§ TASK REQUIREMENTS:
In the records below, some lines contain "above"; state the number of such lines and nothing else.

§ DATA TO USE:
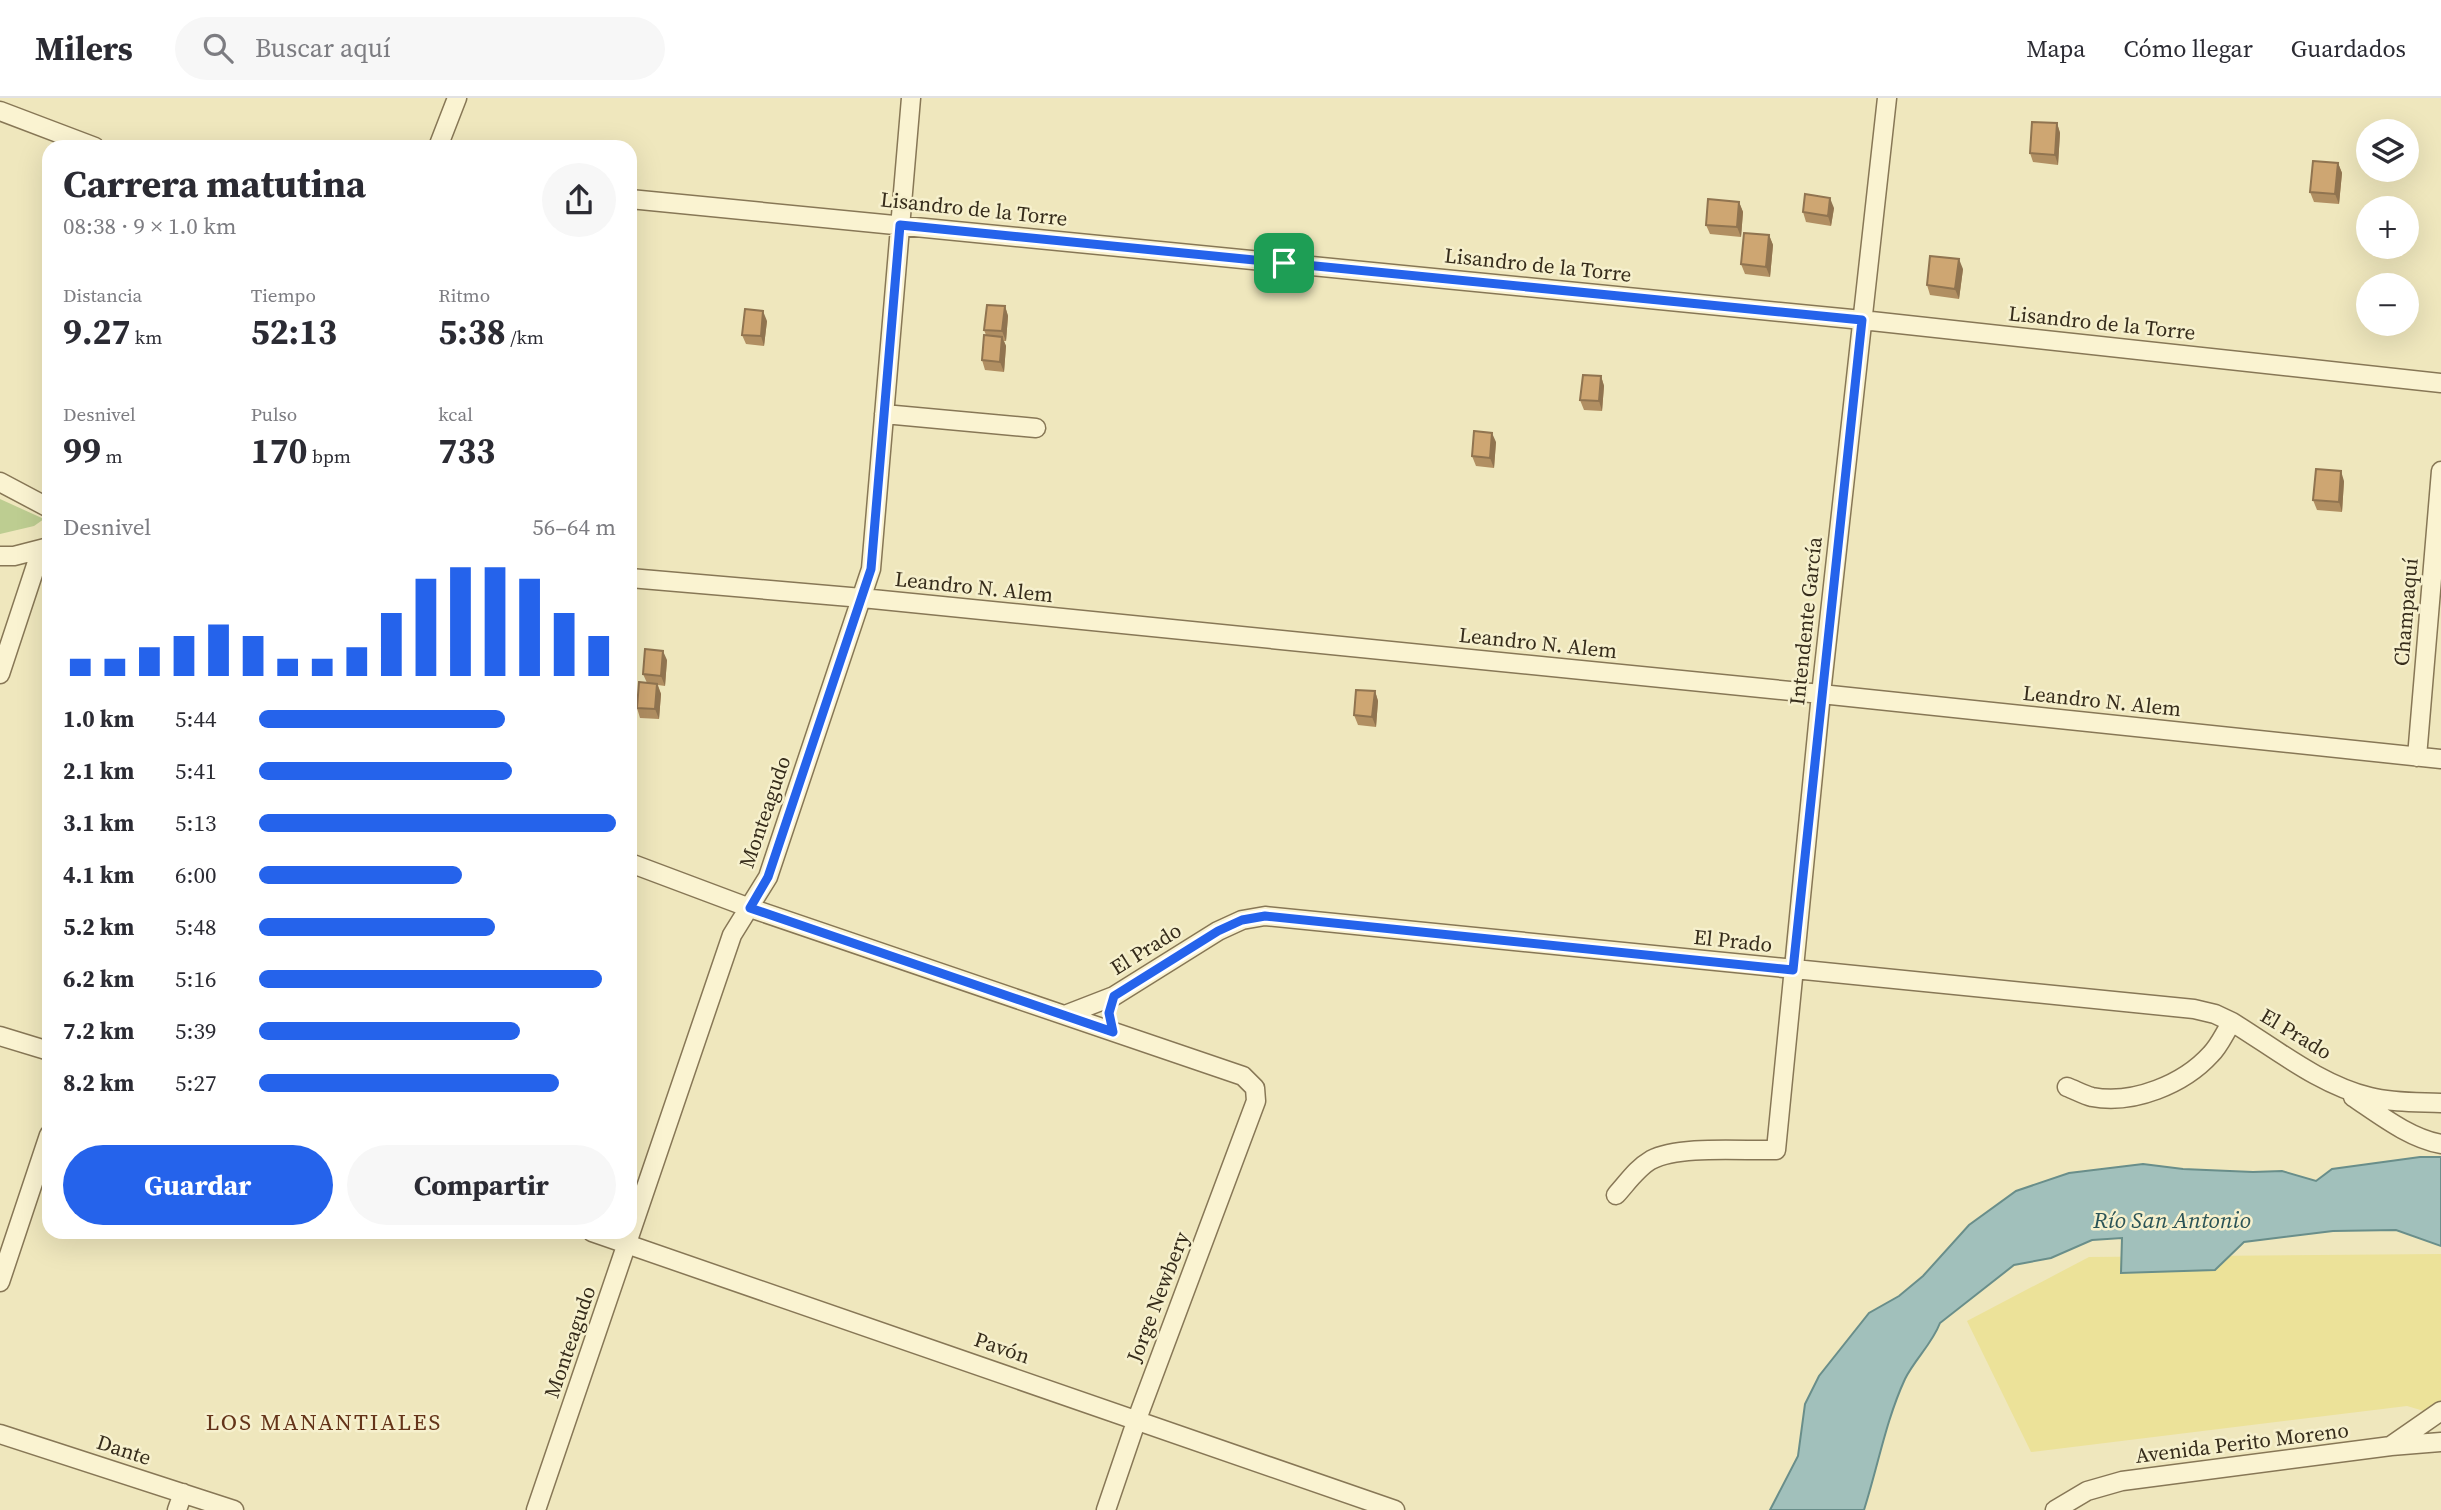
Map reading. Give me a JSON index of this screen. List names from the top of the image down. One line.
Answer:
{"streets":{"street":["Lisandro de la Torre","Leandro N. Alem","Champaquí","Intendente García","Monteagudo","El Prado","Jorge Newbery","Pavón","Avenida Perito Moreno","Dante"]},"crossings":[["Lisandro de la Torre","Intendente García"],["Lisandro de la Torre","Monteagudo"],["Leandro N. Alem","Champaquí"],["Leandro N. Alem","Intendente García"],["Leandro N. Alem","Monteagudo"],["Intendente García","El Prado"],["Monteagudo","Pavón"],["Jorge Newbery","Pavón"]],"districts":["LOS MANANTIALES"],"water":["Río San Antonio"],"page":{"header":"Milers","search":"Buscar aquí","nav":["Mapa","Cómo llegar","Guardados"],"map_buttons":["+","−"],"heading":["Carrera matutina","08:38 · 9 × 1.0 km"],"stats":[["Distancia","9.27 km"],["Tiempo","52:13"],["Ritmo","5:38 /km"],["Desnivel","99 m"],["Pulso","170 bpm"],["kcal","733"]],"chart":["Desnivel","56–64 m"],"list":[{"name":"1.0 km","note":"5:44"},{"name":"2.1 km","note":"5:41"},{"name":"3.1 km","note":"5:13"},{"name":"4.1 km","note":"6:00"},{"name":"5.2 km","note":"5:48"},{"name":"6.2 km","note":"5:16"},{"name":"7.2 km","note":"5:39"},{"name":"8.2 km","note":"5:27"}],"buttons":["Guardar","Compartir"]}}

---

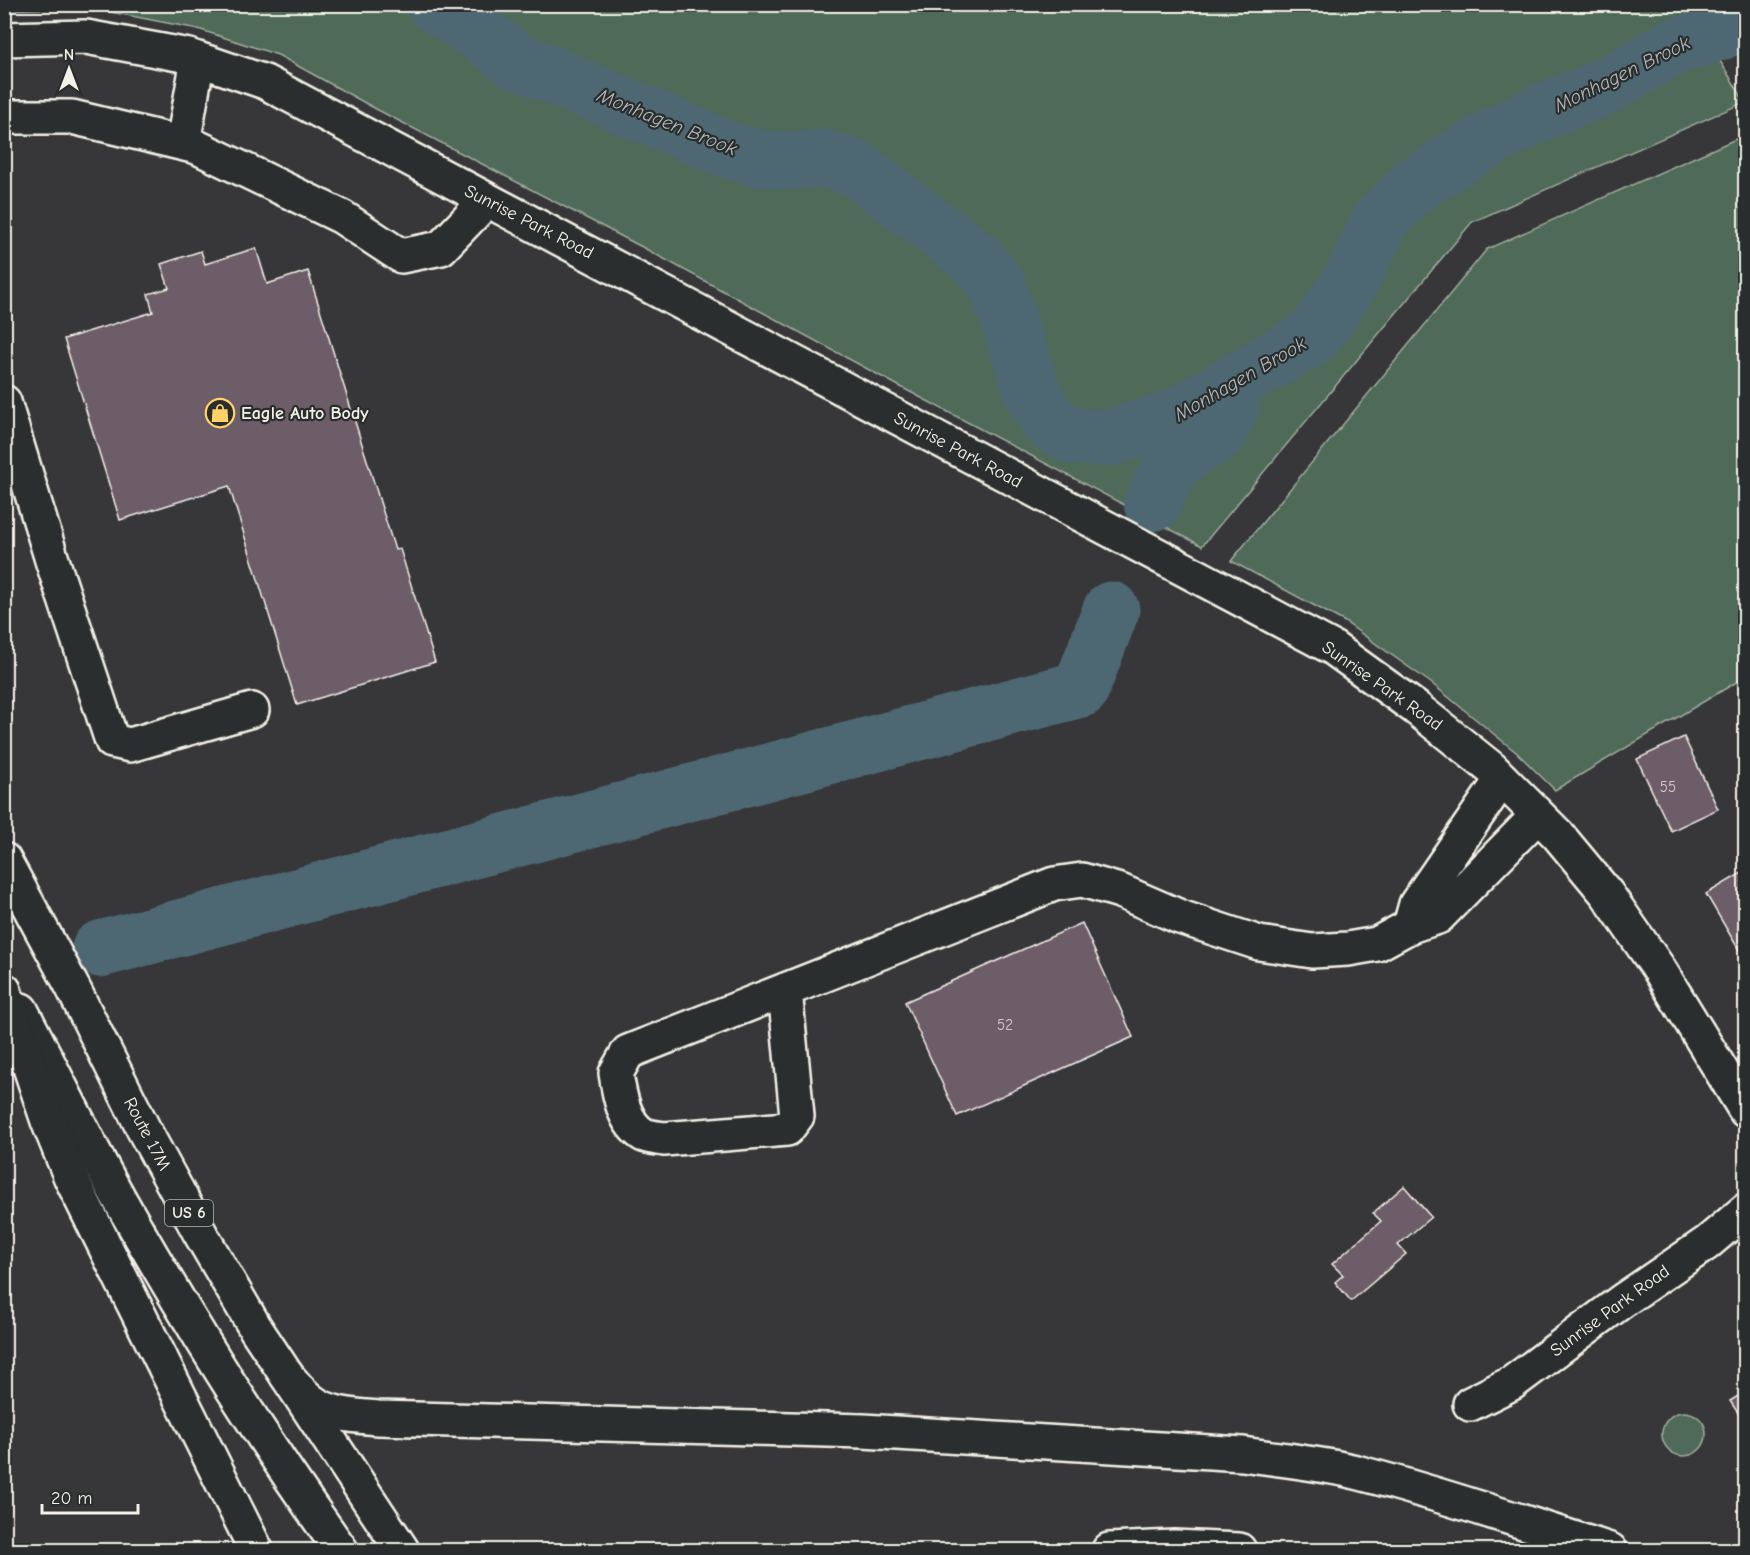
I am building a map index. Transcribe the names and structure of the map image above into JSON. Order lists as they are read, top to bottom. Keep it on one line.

* * *

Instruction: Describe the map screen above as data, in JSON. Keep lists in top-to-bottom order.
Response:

§ TASK RESPONSE:
2